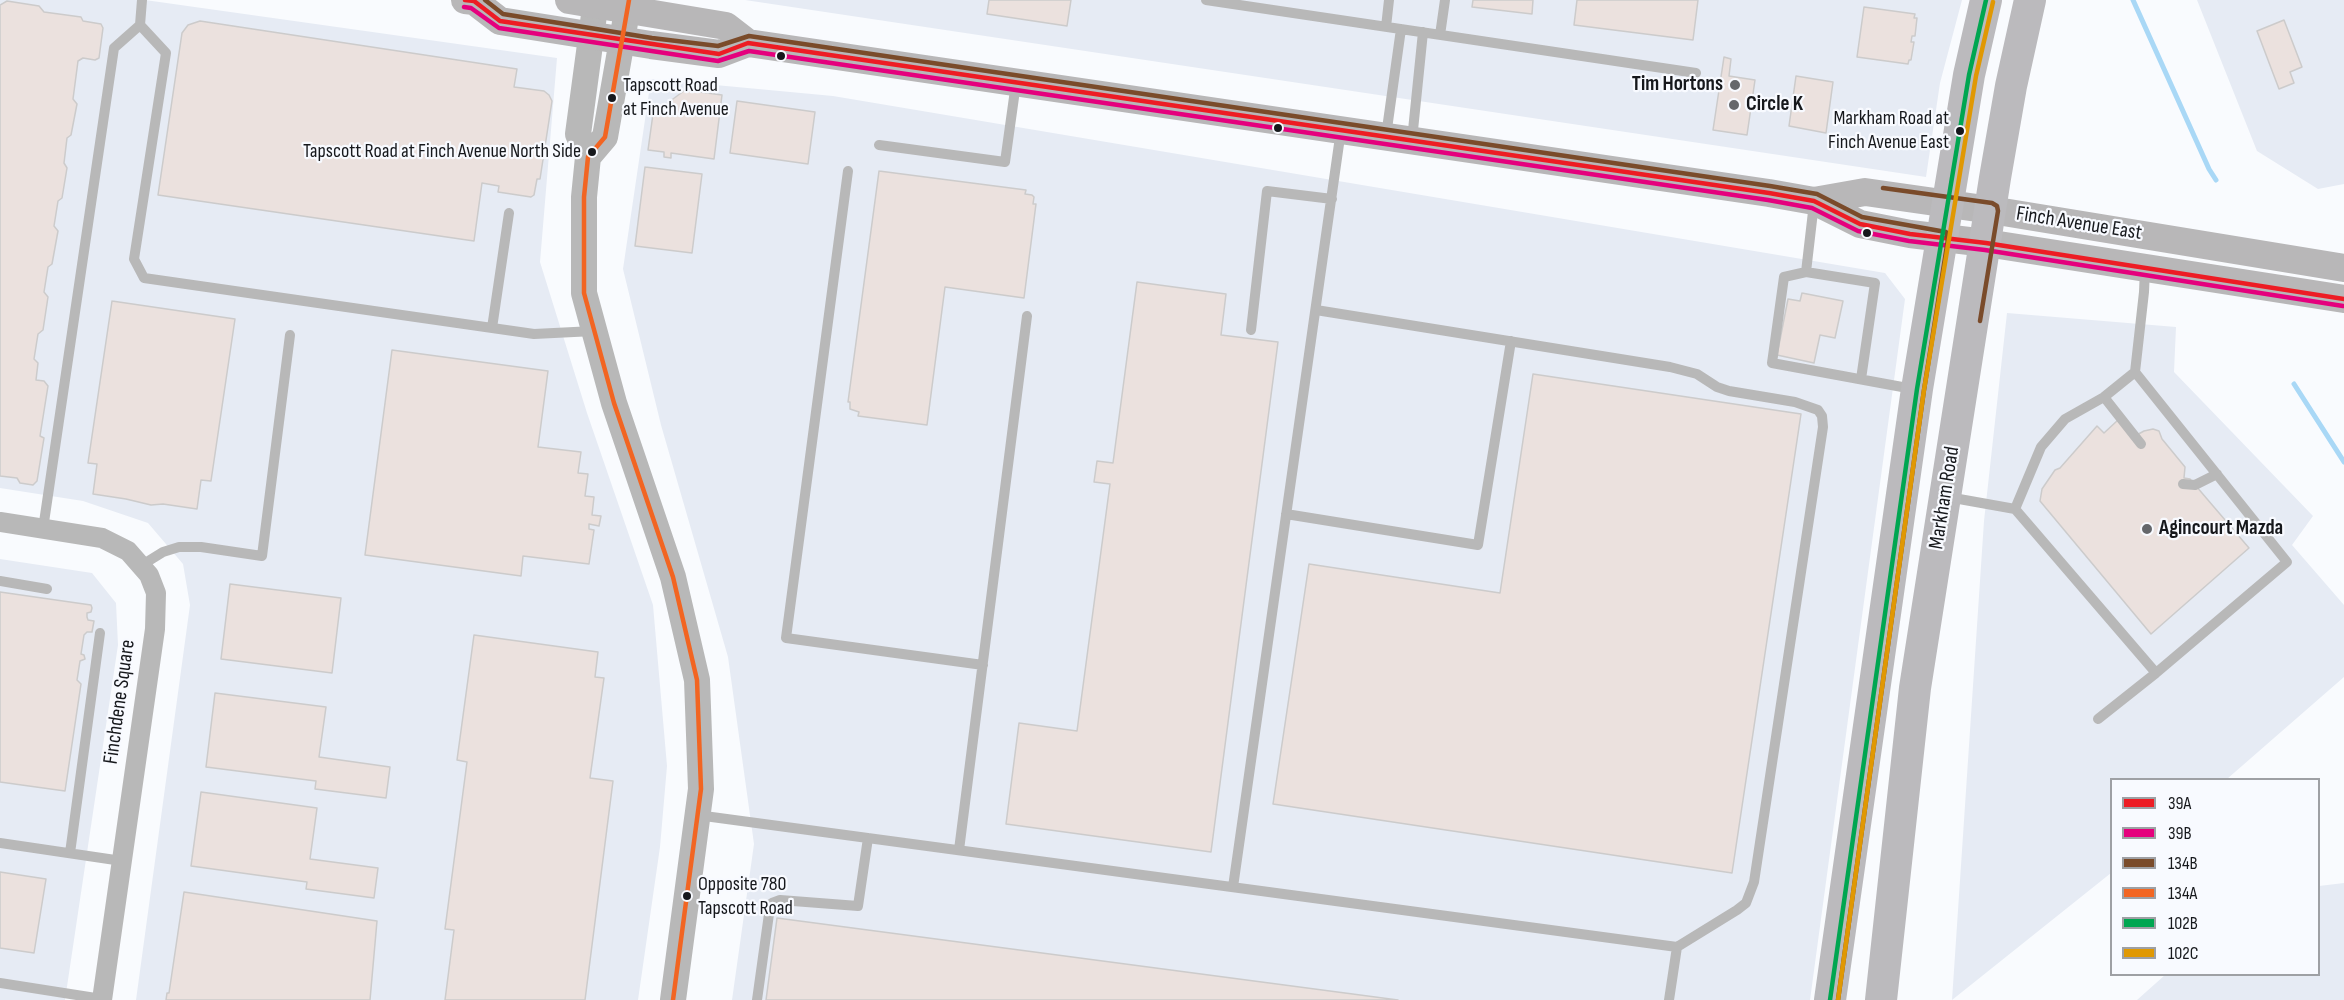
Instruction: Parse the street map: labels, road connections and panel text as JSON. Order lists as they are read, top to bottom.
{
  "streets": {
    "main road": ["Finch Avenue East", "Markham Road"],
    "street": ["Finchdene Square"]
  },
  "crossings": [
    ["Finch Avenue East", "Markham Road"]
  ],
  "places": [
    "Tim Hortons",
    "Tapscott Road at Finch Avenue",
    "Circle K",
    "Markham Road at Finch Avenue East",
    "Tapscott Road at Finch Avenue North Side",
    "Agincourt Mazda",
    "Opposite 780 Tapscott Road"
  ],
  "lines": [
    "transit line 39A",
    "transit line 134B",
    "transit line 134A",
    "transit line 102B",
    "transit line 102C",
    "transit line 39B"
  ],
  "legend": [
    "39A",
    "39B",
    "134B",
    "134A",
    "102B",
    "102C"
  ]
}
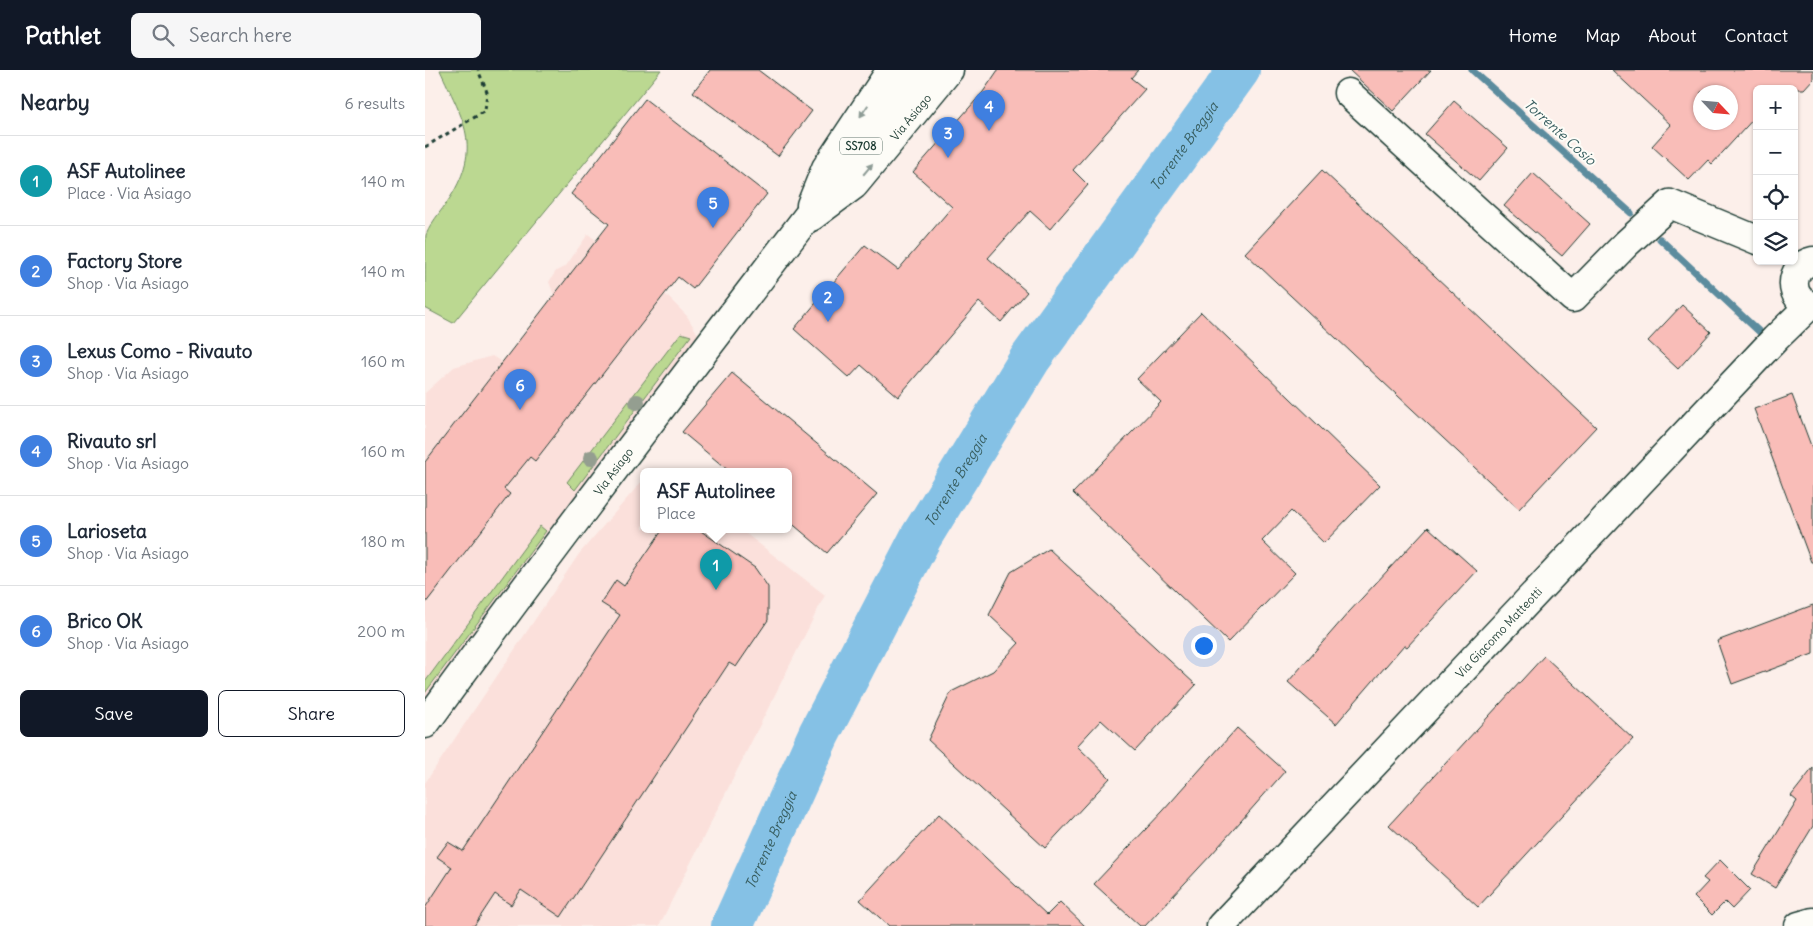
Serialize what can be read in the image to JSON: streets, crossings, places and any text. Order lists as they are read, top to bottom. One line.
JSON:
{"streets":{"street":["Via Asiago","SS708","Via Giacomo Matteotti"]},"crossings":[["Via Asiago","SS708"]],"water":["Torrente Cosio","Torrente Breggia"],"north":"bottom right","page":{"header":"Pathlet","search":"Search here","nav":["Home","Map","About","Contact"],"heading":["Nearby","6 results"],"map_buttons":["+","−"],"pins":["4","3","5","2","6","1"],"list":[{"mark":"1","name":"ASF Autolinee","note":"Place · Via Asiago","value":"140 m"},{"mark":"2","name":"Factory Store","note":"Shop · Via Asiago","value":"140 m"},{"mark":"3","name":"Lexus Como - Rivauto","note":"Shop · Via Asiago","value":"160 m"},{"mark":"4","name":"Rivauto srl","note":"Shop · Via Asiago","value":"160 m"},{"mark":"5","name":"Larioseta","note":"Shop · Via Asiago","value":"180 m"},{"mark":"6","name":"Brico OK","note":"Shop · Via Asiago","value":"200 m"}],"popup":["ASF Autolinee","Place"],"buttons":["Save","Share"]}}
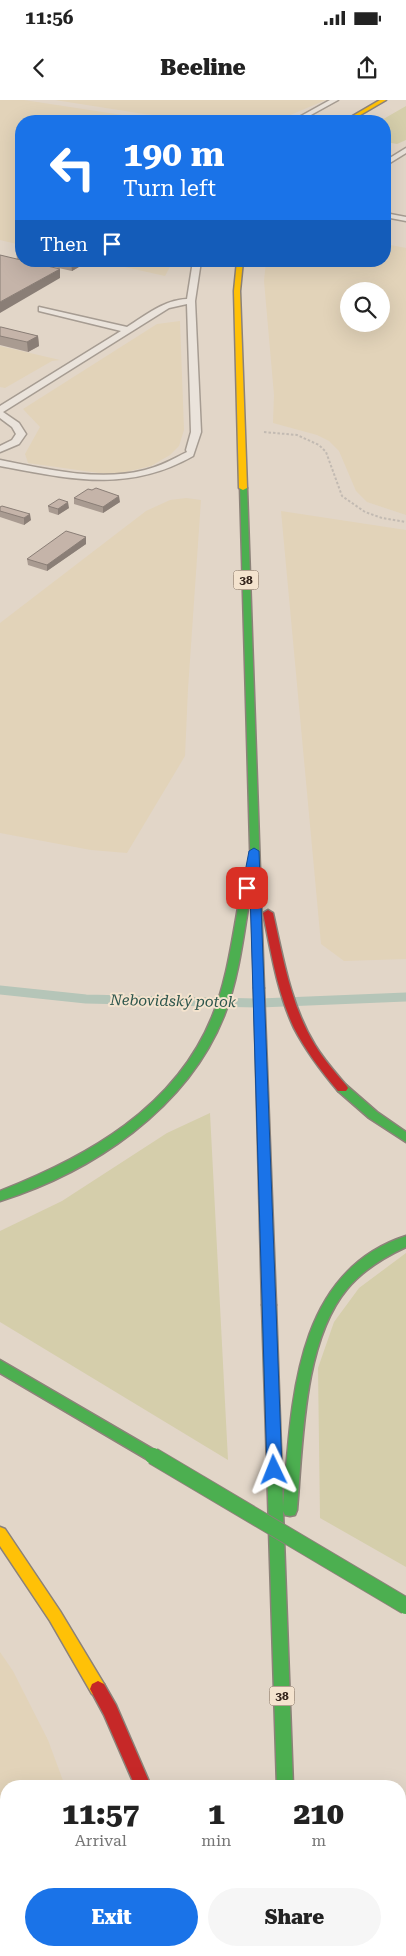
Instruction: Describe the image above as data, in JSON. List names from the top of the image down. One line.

▸ EXERCISE
Lines holding "image" are the ones to copy; find all of them in the listing.

▸ WRITTEN RESPONSE
Serialize what can be read in the image to JSON: streets, crossings, places and any text. Order lists as they are read, top to bottom. One line.
Instruction: Describe the image above as data, in JSON. List names from the top of the image down. One line.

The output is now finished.